Created on a four-harness loom, Cook’s paintings are studies of abstraction and material: color, form, texture, space, and environment are the fundamental elements at play throughout his work. How the World Becomes World expands upon the 2023 exhibition Entities, where, for the first time, the artist began incorporating other materials such as copper into his handwoven compositions. The new works push this motif even further, as each of the works feature horizontal strips of reflective copper radiating across the textile like horizon lines. “If the painting is a sentence,” Cook writes, “the copper zip is a semicolon; I love semicolons.” Opposing the period, the semicolon expresses a will to go on, to link where others might stop. Likewise, the works on view are ecosystems of conjoined, but disparate parts.

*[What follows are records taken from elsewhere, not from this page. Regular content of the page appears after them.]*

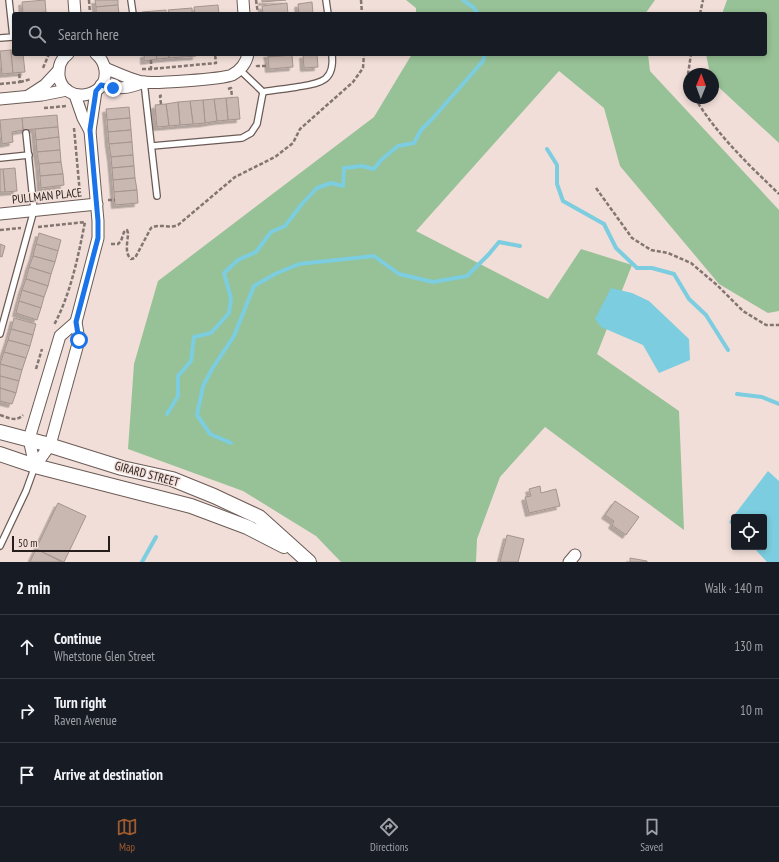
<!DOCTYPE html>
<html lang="en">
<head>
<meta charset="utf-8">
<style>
  :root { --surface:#171b24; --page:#242831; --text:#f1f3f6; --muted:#9ea1a6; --line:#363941; --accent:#9f5b2d }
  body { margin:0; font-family:"PT Sans Narrow",sans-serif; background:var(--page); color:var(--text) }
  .controls { position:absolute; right:12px; bottom:12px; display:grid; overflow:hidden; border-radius:4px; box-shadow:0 2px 6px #0003 }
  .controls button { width:36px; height:36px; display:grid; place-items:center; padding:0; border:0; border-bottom:1px solid var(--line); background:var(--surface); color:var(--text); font:20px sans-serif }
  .compass { position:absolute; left:683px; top:68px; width:36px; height:36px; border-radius:50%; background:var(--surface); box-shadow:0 2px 6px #0003; rotate:1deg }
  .scale { position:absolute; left:12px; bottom:10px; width:98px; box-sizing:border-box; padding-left:4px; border:2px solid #251e1c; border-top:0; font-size:11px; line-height:14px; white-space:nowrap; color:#251e1c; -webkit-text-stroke:3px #f1ded8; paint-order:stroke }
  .stop { position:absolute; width:12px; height:12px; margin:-9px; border:3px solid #1a73e8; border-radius:50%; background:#fff }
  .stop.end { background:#1a73e8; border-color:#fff; box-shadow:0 1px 4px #0008 }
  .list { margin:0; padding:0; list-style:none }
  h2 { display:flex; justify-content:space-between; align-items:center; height:52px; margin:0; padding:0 16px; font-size:17px }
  h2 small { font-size:13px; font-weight:400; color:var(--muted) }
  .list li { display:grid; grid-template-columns:26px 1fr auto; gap:12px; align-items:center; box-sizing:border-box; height:64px; padding:0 16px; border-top:1px solid var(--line) }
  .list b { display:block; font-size:15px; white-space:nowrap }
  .list p { margin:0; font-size:13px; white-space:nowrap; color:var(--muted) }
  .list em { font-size:13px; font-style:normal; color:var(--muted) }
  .icon { flex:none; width:22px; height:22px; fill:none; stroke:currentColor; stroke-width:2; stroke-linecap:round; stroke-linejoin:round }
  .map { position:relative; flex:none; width:779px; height:562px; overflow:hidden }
  .search { position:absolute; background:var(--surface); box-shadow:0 2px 6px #0003; left:12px; right:12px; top:12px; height:44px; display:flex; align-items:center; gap:10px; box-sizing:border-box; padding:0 14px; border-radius:4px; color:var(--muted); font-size:15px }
  .sheet { height:244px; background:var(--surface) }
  nav { display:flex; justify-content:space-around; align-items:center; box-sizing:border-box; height:56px; border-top:1px solid var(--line); background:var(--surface); font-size:11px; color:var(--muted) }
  nav a { display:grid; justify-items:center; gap:2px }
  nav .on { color:var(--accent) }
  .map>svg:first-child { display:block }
</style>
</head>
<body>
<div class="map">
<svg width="779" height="562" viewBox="0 0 779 562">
  <defs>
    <filter id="shadow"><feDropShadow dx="-3.5" dy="3.5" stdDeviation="0" flood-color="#0004"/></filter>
  </defs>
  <rect width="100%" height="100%" fill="#f1ded8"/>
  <g fill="#97c196">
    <polygon points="406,0 655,0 645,14 416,14 416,8"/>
    <polygon points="727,0 779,0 779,143 713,82 713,74 710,74 706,54 765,54 765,14 722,14"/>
    <polygon points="412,54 648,54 650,71 779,210 779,311 768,313 719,284 620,166 604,108 559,71 416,231 548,299 581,249 632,265 597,354 679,411 684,530 545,427 500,477 477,539 476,562 341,562 316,536 243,491 128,449 134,364 158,281 374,117"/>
  </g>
  <g fill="#7ccddf">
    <polygon points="611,288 632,293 649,301 689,339 690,360 659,373 643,345 601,327 595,319"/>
    <polygon points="768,471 779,481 779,562 767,562 753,547 764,547 764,517 734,517 734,527 729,522"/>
  </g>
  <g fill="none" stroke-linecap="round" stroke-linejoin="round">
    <g stroke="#7ccddf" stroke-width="4">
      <polyline points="463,0 473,7 478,14"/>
      <polyline points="547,149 557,165 557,184 563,201 604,224 616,248 637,268 652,268 674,274 689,299 706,315 728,350"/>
      <polyline points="737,394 762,397 779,404"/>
      <polyline points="167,414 178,396 178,376 191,361 194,337 211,333 229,313 231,298 224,273 238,260 256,252 271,232 285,226 301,205 317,188 331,183 343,186 344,168 362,166 374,169 381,160 398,146 414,143 421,130 433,118 483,61 485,54"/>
      <polyline points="231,443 210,434 197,415 203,386 212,369 234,336 254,286 275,274 299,264 374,256 399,274 433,282 467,276 489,254 499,242 520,246"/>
      <polyline points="142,562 156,537"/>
    </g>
  </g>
  <g fill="#c9b7b1" stroke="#a5948e" filter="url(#shadow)">
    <polygon points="45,0 46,12 23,14 22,2"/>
    <polygon points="95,0 118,0 118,5 96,7"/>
    <polygon points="262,0 286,0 262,2"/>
    <polygon points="312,2 313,14 299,14 298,4"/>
    <polygon points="287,3 288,14 263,14 262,6"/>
    <polygon points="118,5 119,14 96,14 96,7"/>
    <polygon points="218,5 219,14 195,14 194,7"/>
    <polygon points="192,8 192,14 169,14 168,10"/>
    <polygon points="166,10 166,14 142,14 142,12"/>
    <polygon points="11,50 13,73 2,74 0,51"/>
    <polygon points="11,50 14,50 14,54 23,54 25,72 13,73"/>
    <polygon points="144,54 156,54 157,59 144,61"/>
    <polygon points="156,54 169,54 169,58 157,59"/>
    <polygon points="169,54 182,54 182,57 169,58"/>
    <polygon points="182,54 196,54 196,56 182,57"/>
    <polygon points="267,54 292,54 292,55 268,57"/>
    <polygon points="317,54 318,67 304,68 303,55"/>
    <polygon points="292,55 293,67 269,69 268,57"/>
    <polygon points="238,97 240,119 228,120 226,98"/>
    <polygon points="226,98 228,120 217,121 214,99"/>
    <polygon points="214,99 217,121 205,123 203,100"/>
    <polygon points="203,100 205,123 193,124 190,101"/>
    <polygon points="190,101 193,124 180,125 178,102"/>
    <polygon points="178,102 180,125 169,126 166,104"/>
    <polygon points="166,104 169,126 157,127 155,105"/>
    <polygon points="129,107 130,118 107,120 106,109"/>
    <polygon points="57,115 58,127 23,130 22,118"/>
    <polygon points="22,118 23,130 12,132 13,142 2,144 0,120"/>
    <polygon points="130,118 131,130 108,132 107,120"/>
    <polygon points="58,127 59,137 36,140 35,129"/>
    <polygon points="131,130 132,142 109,144 108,132"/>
    <polygon points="59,137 60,150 37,152 36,140"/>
    <polygon points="132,142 133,155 111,157 109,144"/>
    <polygon points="60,150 61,162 39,164 37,152"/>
    <polygon points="133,155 134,166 112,168 111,157"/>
    <polygon points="61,162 63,174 40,176 39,164"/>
    <polygon points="134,166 135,178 113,180 112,168"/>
    <polygon points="15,168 17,191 5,192 3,169"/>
    <polygon points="0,169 3,169 5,192 0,192"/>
    <polygon points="63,174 64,185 41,188 40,176"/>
    <polygon points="135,178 137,190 114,192 113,180"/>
    <polygon points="137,190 138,203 115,205 114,192"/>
    <polygon points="39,233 61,240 58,251 36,244"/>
    <polygon points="0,244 5,246 2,257 0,256"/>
    <polygon points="36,244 58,251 55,262 33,256"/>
    <polygon points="33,256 55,262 51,274 29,267"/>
    <polygon points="29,267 51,274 48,286 26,279"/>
    <polygon points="26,279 48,286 44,297 22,290"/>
    <polygon points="22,290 44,297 41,308 19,301"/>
    <polygon points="19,301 41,308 37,320 16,313"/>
    <polygon points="14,318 36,324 33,335 11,329"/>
    <polygon points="11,329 33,335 30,346 8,340"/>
    <polygon points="8,340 30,346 26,358 4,352"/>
    <polygon points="4,352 26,358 22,370 0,364"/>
    <polygon points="0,364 22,370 19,381 0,376"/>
    <polygon points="0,376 19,381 16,393 0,388"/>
    <polygon points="0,388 16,393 12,404 0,401"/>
    <polygon points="540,486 541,493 556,489 560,506 529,513 525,497 531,496 529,489"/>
    <polygon points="615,501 639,517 626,535 612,525 614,521 605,515"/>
    <polygon points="58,503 86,516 64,562 36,549"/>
    <polygon points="507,535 524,539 518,562 500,562"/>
    <polygon points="36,549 62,562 30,562"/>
    <polygon points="630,558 647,561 647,562 630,562"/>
  </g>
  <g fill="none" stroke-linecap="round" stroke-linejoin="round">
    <defs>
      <g id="service">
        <polyline points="131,0 133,14"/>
        <polyline points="326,0 328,14"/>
        <polyline points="0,38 13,37 9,0"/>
        <polyline points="144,82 157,196"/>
        <path d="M263,92C274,90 285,89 297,87C320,83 335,82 332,54"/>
        <polyline points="152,146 242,138 251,133 257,124 263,92 240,70"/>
        <polyline points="0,158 29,155"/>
        <polyline points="0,334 34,210 26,133"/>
        <polyline points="0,546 26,491 35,466"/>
      </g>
      <g id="minor">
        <polyline points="74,0 75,14"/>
        <polyline points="243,0 244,14"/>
        <path d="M68,54C61,59 58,67 59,76C63,105 109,99 105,70C104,63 101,58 96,54"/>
        <path d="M105,68C117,73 129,79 142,82C154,84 222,79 232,75C241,70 246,64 248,54"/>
        <path d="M101,85C121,89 126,89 144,82"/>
        <polyline points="75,95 83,118 90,131"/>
        <polyline points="28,96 45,85 59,70"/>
        <polyline points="0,99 42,95 67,90"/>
        <polyline points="0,214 97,204"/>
        <polyline points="35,466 50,445 79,340 76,322 98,238 98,221 90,131 96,91"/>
        <polyline points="35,466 29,439 60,336 76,322"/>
        <polyline points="569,562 575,555"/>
      </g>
      <g id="tertiary">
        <polyline points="0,432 42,443 122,468 172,479 214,496 259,517 309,562"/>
        <polyline points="0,454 35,466 191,506 247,527 284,546"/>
      </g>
    </defs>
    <use href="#service" stroke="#6b5b56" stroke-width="8"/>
    <use href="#minor" stroke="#6b5b56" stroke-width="13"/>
    <use href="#tertiary" stroke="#6b5b56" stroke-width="16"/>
    <g stroke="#827572" stroke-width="2.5" stroke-dasharray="4 2" stroke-linecap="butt">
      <polyline points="89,0 90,14"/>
      <polyline points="256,0 258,14"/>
      <polyline points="361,0 362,14"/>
      <polyline points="700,14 703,0"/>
      <polyline points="151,60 151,69 216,63 215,54"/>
      <polyline points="257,65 257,66 268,66"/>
      <polyline points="43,68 49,54"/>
      <polyline points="142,69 151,69"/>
      <polyline points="20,82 31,79"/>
      <polyline points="0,84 20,82 19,72"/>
      <polyline points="689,86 687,81 691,54"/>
      <polyline points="228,89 231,88 232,97"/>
      <path d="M695,98C717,135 749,165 779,194"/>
      <polyline points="161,104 160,96 163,95"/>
      <polyline points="44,108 67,106"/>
      <polyline points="74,128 80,194"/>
      <polyline points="596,188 632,238 651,250 668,253 691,263 717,285 743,311 766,325 779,325"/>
      <polyline points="108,200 115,200"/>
      <path d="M38,227L85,222C78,257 71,293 54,325"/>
      <polyline points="0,230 21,228"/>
      <path d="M111,244H118L121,241L124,232L127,230L128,233C128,241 124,253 131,259L135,258L151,228C160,223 169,229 178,225L235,177L275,157L293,143L300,129L353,82L363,68L364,54"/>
      <polyline points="36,369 42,349"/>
      <path d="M0,415C9,418 16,422 23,415"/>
    </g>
    <use href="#service" stroke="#fff" stroke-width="5.5"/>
    <use href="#minor" stroke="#fff" stroke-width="11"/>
    <use href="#tertiary" stroke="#fff" stroke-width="14"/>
  </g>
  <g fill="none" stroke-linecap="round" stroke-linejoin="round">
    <polyline stroke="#1a73e8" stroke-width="5" points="79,340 76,322 98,238 98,221 90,130 96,91 101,85 113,88"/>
  </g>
  <g text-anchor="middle" stroke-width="3" stroke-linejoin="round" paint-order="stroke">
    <g font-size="12" fill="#251e1c" stroke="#f1ded8">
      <text transform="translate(47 196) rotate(-6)" y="4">PULLMAN PLACE</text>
      <text transform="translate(147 474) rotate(15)" y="4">GIRARD STREET</text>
    </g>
  </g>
</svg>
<div class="controls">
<button><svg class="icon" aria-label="locate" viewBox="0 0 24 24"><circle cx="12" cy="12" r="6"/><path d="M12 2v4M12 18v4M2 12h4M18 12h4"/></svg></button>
</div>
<svg class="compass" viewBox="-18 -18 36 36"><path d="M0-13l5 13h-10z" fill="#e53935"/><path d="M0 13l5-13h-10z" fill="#9ea1a6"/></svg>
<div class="scale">50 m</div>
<div class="stop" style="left:79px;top:340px"></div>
<div class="stop end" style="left:113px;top:88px"></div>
<div class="search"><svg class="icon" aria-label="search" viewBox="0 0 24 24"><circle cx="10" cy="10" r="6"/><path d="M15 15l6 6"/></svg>Search here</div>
</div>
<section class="sheet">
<h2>2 min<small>Walk · 140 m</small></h2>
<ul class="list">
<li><svg class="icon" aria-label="ahead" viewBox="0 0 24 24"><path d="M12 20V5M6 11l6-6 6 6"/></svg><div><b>Continue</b><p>Whetstone Glen Street</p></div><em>130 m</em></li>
<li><svg class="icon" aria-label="right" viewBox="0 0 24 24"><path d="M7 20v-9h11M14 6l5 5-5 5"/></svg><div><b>Turn right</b><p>Raven Avenue</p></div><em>10 m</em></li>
<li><svg class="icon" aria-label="arrive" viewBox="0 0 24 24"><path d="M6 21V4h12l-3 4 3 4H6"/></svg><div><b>Arrive at destination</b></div></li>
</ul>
</section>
<nav>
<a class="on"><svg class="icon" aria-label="map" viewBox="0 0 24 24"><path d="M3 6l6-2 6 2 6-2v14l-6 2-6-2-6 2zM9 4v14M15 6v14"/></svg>Map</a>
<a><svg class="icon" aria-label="directions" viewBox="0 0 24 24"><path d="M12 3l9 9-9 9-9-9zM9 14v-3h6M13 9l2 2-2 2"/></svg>Directions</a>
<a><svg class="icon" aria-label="saved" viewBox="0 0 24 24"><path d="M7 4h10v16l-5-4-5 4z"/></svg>Saved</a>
</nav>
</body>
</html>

The canvases on view comprise Cook’s “Nat-Geo” series, titled after Natural Geometry, a kind of casual, soft-edge geometry. In this vein, the exhibition offers viewers a new perceptual experience caught between the bodily, the landscape, and the abstract-geometric. While creating the works, Cook undergoes a cyclical process of stretching and unstretching the textile. Previously, Cook embraced idiosyncracies occurring during the sewing and stretching process – an acceptance of chance that is now foregone for more painterly exactitude. This stretching and unstretching process creates a distinct foreground-background relationship. Such depth is emphasized by Cook’s color palette, now filled with starkly contrasting light and dark shades. Near black forms interact with their lighter fabric and reflective copper counterparts, evoking opposing states like light and darkness, life and death. Such immediate visual impact contributes to a sense of the works’ readiness-to-hand—rather than hanging inertly, they wrap us in an emotional world.

In the works of paper, Cook presents aqueous abstractions made of paper pulp mixed with pigment. Produced quickly and freely – a process diverging from the more laborious and rigorous canvas work – the papers are suggestive and playful. Like his woven works, the background is interchangeable with the marks and gestures throughout the composition.

How the World Becomes World derives from phenomenologist Maurice Merleau-Ponty’s essay “Eye and Mind,” a foundational text for the conceptual underpinnings of Cook’s recent work. For Merleau-Ponty and Cook, the self is shaped by one’s embodied perception of the outside world. The world becomes world, then, as it is mediated through our embodied experiences. Rather than comprising objective, monolithic realities, our understanding of self and world are always informed by our ongoing experiences inhabiting them. The forms in Cook’s works are both embodied and bodily, the product of a heightened attunement to the body in space.

Citing Bridget Riley, Cook says “a painting should first and foremost be a feast for the eyes. It should bring you in visually, and you should feel it with your body. Also a follower of Merleau-Ponty, she believes the body is the main conduit for understanding the world, not the eye or the mind.” Likewise, How the World Becomes World creates an experience of emotional immediacy, one that brings viewers new perceptual insights.

 

Ethan Cook (b. 1983, Texas; lives and works in New York, NY) has had solo shows at Nino Mier Gallery, Los Angeles and Marfa; Half Gallery, New York; Andersen’s Contemporary, Copenhagen; Galerie Philipp Zollinger, Zurich; T293, Rome; Loyal Gallery, Stockholm; Anat Ebgi, Los Angeles; Noire Chapel, Torino; Bill Brady, Miami; Sunday-S Gallery, Copenhagen; American Contemporary, New York; Galerie Jeanroch Dard, Paris; Rod Barton, London; Patrick de Brock Gallery, Knokke; and Gana Art Hannam, Seoul.  His work has been covered in the Los Angeles Times, the New York Times, the Brooklyn Rail, Interview Magazine, Architectural Digest, among other publications.